In the early phase of the simulation

$$t \ll \sqrt{2 \pi} / \omega_b,$$ (8)

where $\omega_b$ is the bounce angular frequency of particles in the trough of the wave, the trapped particles effects can be neglected. This phase can be considered as the linear phase where the linear Landau damping theory (discussed later in this note) is valid. The bounce angular frequency of particles in the trough of the wave is given by[1]

$$\omega_b = \sqrt{\frac{k q E_0}{m}} .$$ (9)

Using this, the condition (8) is written as

$$\frac{t}{T} \ll \sqrt{\frac{m \omega^2}{2 \pi k q E}} .$$ (10)

This condition reduces to $t / T \ll 1$ for the case plotted in Fig. 2, where we see that the total kinetic energy of the particles increases monotonously with time during this period.

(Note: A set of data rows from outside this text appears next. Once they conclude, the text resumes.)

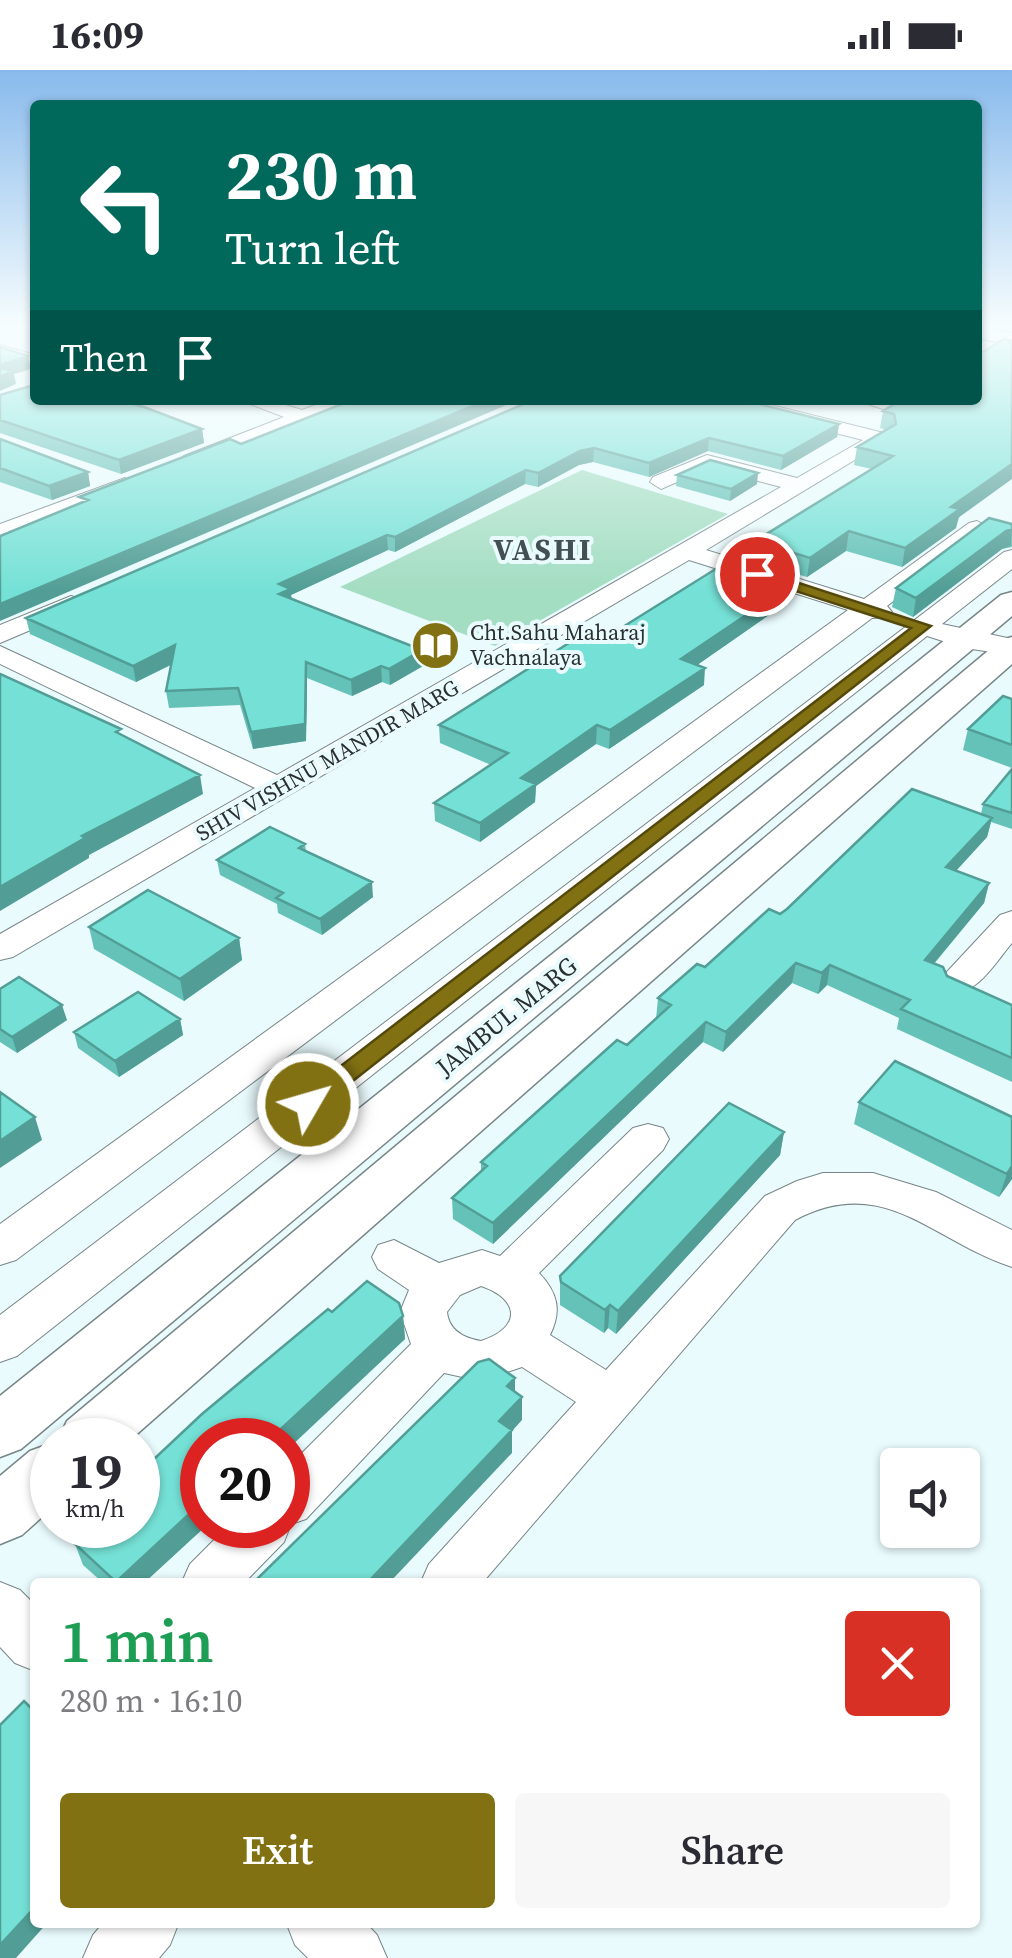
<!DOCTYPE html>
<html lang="en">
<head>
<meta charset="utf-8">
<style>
	body { margin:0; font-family:"Source Serif 4",serif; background:#f7f7f7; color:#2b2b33; height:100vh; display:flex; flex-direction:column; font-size:38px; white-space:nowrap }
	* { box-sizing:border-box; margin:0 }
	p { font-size:32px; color:#7c7c81 }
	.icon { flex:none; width:55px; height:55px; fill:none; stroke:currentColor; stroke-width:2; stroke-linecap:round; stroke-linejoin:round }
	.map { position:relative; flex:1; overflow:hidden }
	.drawer { position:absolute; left:30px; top:1508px; width:950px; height:350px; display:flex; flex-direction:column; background:#fff; border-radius:10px; box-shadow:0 2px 8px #0004 }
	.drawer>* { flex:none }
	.guide { position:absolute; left:30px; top:30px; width:952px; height:305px; border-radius:10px; box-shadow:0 2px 8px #0004; background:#00695c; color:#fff; overflow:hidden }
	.buttons { position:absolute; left:880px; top:1378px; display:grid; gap:20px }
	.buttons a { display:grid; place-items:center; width:100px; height:100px; border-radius:10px; background:#fff; box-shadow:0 2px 8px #0004; font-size:50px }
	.speed { position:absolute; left:30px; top:1348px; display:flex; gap:20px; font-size:50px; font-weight:700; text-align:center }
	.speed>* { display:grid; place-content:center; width:130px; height:130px; border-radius:50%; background:#fff; box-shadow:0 2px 8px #0004; line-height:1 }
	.speed small { font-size:25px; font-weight:400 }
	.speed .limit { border:15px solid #d22; background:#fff; color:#111 }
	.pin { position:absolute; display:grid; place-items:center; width:85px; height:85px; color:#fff; margin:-42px; border:5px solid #fff; border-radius:50%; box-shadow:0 2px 10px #0007 }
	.me { position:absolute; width:110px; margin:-55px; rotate:52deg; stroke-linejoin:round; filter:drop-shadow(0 0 8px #0008) }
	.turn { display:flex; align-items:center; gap:35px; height:210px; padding:0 30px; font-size:45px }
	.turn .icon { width:130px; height:130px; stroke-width:2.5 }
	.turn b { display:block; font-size:70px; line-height:85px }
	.then { display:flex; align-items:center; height:95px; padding:0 30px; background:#0003; gap:20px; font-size:38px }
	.round { display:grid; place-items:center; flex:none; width:105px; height:105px; border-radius:10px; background:#f7f7f7 }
	.overview { display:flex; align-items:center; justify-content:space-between; height:170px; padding:0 30px }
	h1 { font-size:60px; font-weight:600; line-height:75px; color:#1e9e55 }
	.action { display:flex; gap:20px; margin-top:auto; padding:20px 30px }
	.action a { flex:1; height:115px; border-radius:10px; background:#827112; color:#fff; font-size:40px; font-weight:600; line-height:115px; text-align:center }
	.action a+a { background:#f7f7f7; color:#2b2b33 }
	.status { display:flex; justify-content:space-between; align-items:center; height:70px; padding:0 50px; background:#fff; direction:ltr }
	.status svg { height:28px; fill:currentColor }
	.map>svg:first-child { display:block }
</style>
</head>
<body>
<div class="status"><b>16:09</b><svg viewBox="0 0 49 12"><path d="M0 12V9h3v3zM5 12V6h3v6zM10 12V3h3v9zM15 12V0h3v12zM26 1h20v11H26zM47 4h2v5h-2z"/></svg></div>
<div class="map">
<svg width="1012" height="1888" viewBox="0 0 1012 1888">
	<rect width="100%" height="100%" fill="#eafbfd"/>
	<path fill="#a3ddc2" d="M582,400L728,444L495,576L340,517Z"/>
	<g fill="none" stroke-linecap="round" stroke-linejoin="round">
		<defs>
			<path id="minor" d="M0,275L35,285V296L0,286Z
				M240,330H269L302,340L329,330H357L198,394H184L180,390L184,386L284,347Z
				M718,330H751L888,364L891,368L706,480L864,529L969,453L977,451L989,458L887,536L892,542L888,547L872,548L16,1190L0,1195V1154L848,540L689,490L13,887L0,890V864L255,718L0,594V576L277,705L781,417L709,398L661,419L650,412L653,407L707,385L797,408L863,370L721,334Z
				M856,330H908L883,339Z
				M125,408L136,415L133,420L0,469V454Z
				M1012,480V499L942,554L1012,569V585L965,578L927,566L17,1286L0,1292V1245L1004,482Z
				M71,526L80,529L84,534L80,539L0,573V555Z
				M1012,841V873C993,895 975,930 944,921L939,913L944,905L1000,845Z
				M648,1054L663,1058L669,1069L663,1080L539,1203C558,1223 562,1241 550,1265L606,1300L765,1126L797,1111L823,1103H873L936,1122L1012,1160V1197C933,1172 885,1102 795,1150L483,1512H421L429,1494L576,1332L522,1297L481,1311L444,1303L306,1449L291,1454L284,1472L245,1512H182L190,1494L229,1455H288V1397L411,1274L400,1242L409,1220L378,1199L372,1187L378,1175L394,1170L439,1193L482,1180L500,1186L633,1058ZM481,1216C520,1229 522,1258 481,1271C464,1268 449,1261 447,1242L460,1225Z
				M0,1512L20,1520L35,1535V1601L15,1593L0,1577Z
				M104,1852H179L170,1875L159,1888H83L93,1865Z
				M286,1852H365L377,1865L387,1888H308L295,1875Z"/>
			<path id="major" d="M978,257L1012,263V275L978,268Z
				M1012,522V546L21,1379L0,1387V1326L1001,525Z
				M1012,567V594L130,1370H58L67,1351L1001,570Z
				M52,1373V1438L22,1465L0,1474V1406L30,1381Z"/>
		</defs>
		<use href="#minor" stroke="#778688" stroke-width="2"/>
		<use href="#major" stroke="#778688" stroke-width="3"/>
		<use href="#minor" fill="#fff" fill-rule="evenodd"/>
		<use href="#major" fill="#fff" fill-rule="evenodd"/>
	</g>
	<path fill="#65c2b8" d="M1012,271L956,458L902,497L846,481L807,507L753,491L755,471L872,399L854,395L857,377L886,360L880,358L883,341Z
		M0,325L202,359L204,373L121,404L0,363Z
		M533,330L839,354L837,367L781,400L708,381L649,407L593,392L579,395L538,417L525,414L395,482L388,480L291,525L292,529L422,580L423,596L390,615L382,612L352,626L307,608L306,671L253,679L240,635L169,638L166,621L171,595L136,612L30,564L26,548Z
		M0,369L88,402L90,416L52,430L0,412Z
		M677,405L757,414L730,431L676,416Z
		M1012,454V477L1002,479L913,547L892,537L896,518Z
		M784,524L781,526L779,538L697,595L704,615L609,679L596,674L536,716L535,732L480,772L435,751L434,733L491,695L440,673L439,655L610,565Z
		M1012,629V698L963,680L968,659Z
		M1012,699V759L991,752L987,767L956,801L989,813L984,833L934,894L947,906L1012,935V1012L897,959L899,948L827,915L818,924L792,913L723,982L703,972L493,1174L453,1149L452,1128L481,1102V1092L627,975L656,949L658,928L780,844L981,744L983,734Z
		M305,774L306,781L373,827L322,865L278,843L277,834L220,805L217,790Z
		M89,857L239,868L242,890L184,931L94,879Z
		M0,919L67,950L17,983L0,972Z
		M180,949L183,965L119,1007L78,978L74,962Z
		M859,1032L1012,1047V1109L999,1127L854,1054Z
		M784,1062L780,1085L616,1264L608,1258L604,1263L560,1235V1206Z
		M332,1242L403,1246L405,1269L202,1455H207L145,1512H102L83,1495L75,1474Z"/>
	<path fill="#529e96" d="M28,286L31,299L14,304L16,314L0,321V295Z
		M487,330H518L0,551V534Z
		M839,354L837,367L781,400L783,386Z
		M202,359L204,373L121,404L119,390Z
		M709,368L708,381L649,407V393Z
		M594,378L593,392L579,395L538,417V403L580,381Z
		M1012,394V409L958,448L956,458L902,497L905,478L951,437Z
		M526,400L525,414L395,482V467Z
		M88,402L90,416L52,430L49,416Z
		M758,403L757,414L730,431L731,419Z
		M1012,459L1011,476L1002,479L913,547L916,528L1006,461Z
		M849,461L846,481L807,507L810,488Z
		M387,465L388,480L291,525L292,534L279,524V514Z
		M786,507L784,524L781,526L779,538L680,607L681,589L771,517Z
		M175,575L178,591L136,612L133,596Z
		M422,580L423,596L390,615L389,599Z
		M306,592L307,608L306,671L253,679L251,662Z
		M381,596L382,612L352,626L351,610Z
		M705,598L704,615L609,679L610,660Z
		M597,655L596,674L536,716L535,732L480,772V753L521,708Z
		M200,705L203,724L89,785V788L0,841V817L82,766Z
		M992,748L987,767L941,817L946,797Z
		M372,812L373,827L322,865L320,849Z
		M989,813L984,833L920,910L925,890Z
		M239,868L242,890L184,931L180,909Z
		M796,893L792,913L723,982L726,962Z
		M830,895L827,915L818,924L822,903Z
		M62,935L67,950L17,983L12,967Z
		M180,949L183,965L119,1007L115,991Z
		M706,952L703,972L493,1174V1153Z
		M35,1047L42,1070L0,1098V1071Z
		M784,1062L780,1085L616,1264L618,1241Z
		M1012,1096V1109L999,1127L1007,1104Z
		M610,1235L608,1258L604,1263L605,1240Z
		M403,1246L405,1269L288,1379V1370H269Z
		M515,1308V1330L507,1316Z
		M522,1327V1350L512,1361V1383L390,1512H368L499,1351Z
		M202,1432V1455H207L145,1512H116Z
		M35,1837V1852H48L16,1888H0V1875Z"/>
	<path fill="#75e1d6" stroke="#529e96" stroke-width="2.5" d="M1004,269L1012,271V394L951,437L960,439L905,478L849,461L810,488L755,471L893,386L857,377L896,354L894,344L883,341L901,330H978V285Z
		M0,277L28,286L0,295Z
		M0,298L13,301L0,307Z
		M35,311V330H117L144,337L202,359L119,390L0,350V325L34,315Z
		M352,330H487L0,534V466L88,430L79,427L230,369L241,374Z
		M533,330H743L839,354L783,386L709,368L649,393L594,378L580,381L538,403L526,400L395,467L387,465L279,514L291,519L279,524L422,580L389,599L381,596L351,610L306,592L305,654L251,662L238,618L166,621L175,575L133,596L26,548Z
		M0,369L88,402L49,416L0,398Z
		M710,390L758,403L731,419L677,405Z
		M989,448L1012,454V459L1006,461L916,528L896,518Z
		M730,490L786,507L771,517L782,521L681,589L705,598L610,660L597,655L521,708L536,714L480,753L434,733L508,683L439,655L591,559L610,565Z
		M0,604L121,659L116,662L200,705L82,766L85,768L0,817Z
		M1003,626L1012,629V675L968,659Z
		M1012,699V743L983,734Z
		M912,719L992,748L946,797L989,813L925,890L943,897L947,906L1012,935V988L901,939L910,930L830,895L822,903L796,893L726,962L706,952L493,1153L452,1128L487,1096L481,1092L617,970L627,975L671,935L658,928L697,894L705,897L769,839L780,844L787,839Z
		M270,757L305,774L299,778L372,812L320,849L276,828L283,823L217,790Z
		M148,820L239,868L180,909L89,857Z
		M19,907L62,935L12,967L0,959V919Z
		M138,922L180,949L115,991L74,962Z
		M895,991L1012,1047V1096L1007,1104L859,1032Z
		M0,1022L35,1047L0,1071Z
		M729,1033L784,1062L618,1241L610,1235L605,1240L561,1212L560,1206Z
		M367,1211L399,1233L403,1246L269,1370H202V1432L116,1512L75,1474L96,1455H138V1404L202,1344L328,1239L332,1242Z
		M489,1289L515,1308L507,1316L522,1327L499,1351L512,1360L368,1512H254L478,1292Z
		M24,1631L35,1642V1837L0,1875V1655Z"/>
	<linearGradient id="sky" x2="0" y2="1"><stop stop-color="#88baec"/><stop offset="0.49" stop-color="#f6fdfe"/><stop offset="1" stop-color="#f6fdfe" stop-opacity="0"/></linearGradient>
	<rect width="1012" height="521" fill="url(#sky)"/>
	<path fill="#827112" stroke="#54490c" stroke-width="2.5" d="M752,501H762L931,556L316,1040H299L295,1034L299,1028L911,558L752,507Z"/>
	<defs>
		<symbol id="library-disc" viewBox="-11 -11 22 22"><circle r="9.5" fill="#827112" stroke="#eafbfd"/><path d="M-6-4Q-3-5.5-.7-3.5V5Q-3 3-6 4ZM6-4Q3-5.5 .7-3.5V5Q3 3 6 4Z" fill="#fff"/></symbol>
	</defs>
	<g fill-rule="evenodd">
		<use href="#library-disc" x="408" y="548" width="55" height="55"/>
	</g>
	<g text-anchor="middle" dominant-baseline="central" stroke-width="8" stroke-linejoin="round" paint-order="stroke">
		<g font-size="22" fill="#2a3031" stroke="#eafbfd" text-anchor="start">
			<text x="470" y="562">Cht.Sahu Maharaj<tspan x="470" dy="25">Vachnalaya</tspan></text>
		</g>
		<g font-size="22" fill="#2a3031" stroke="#eafbfd">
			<text transform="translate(327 690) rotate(-30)">SHIV VISHNU MANDIR MARG</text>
		</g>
		<g font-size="25" fill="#2a3031" stroke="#eafbfd">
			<text transform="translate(506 946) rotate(-39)">JAMBUL MARG</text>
		</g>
		<g font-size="30" font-weight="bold" letter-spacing="2.5" fill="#425052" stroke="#eafbfd">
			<text x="543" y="479">VASHI</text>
		</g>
	</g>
</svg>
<div class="buttons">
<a><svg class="icon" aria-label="sound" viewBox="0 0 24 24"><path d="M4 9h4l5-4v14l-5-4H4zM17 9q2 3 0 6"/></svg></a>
</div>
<div class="speed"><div>19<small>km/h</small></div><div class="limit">20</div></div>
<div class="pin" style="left:757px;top:504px;background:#d93025"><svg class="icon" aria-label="arrive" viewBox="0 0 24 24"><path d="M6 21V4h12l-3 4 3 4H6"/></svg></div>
<svg class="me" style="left:308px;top:1034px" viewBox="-20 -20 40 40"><circle r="17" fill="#827112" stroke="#fff" stroke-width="3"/><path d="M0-11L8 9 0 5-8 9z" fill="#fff"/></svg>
<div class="guide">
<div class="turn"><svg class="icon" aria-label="left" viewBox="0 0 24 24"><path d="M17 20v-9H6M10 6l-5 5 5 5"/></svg><div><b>230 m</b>Turn left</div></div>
<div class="then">Then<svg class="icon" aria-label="arrive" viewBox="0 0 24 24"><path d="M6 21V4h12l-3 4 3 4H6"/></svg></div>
</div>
<section class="drawer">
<div class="overview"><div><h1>1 min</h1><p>280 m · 16:10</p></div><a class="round" style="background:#d93025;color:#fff"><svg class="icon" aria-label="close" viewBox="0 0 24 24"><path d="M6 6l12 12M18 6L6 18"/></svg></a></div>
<div class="action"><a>Exit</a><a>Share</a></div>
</section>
</div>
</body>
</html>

From the data in Fig. 2, the temporal change rate of the total kinetic energy is estimated as $d \overline{E}_k / d \overline{t} = 0.08$. Next, I compare this result with those given by the analytic formula (39) (given later in this note), which is written

$$\frac{d E_k}{d t} = - \frac{\pi \omega}{\vert k\vert k} \frac{(q E)^2}{2 m} \left[ \frac{d f (v_0)}{d v_0} \right]_{v_0 = \omega / k} .$$

Using Eq. (7) and $v_t / v_p = 1$, the above expression is written

$$\frac{d E_k}{d t} = \pi \frac{(q E)^2}{2 m \omega} \frac{1}{\sqrt{2 \pi}} \exp \left( - \frac{1}{2} \right)$$

Multiplying by $T$ and then dividing by $m v_t^2 / 2$, the above expression is written

$$\frac{d \overline{E}_k}{d \overline{t}} = 4 \pi^2 \frac{(k q E)^2}{m^2 \omega^4} \frac{1}{2 \sqrt{2 \pi}} \exp \left( - \frac{1}{2} \right)$$

Using $2 \pi k q E / m \omega ^2 = 1$, the above expression is written as

$$\frac{1}{2 \sqrt{2 \pi}} \exp \left( - \frac{1}{2} \right) = 0.12$$

The result given by the analytic formula is slightly different from that of the simulation (0.12 vs 0.08). Considering the various approximations used in deriving the analytic formula, the two results can be considered to be in agreement with each other.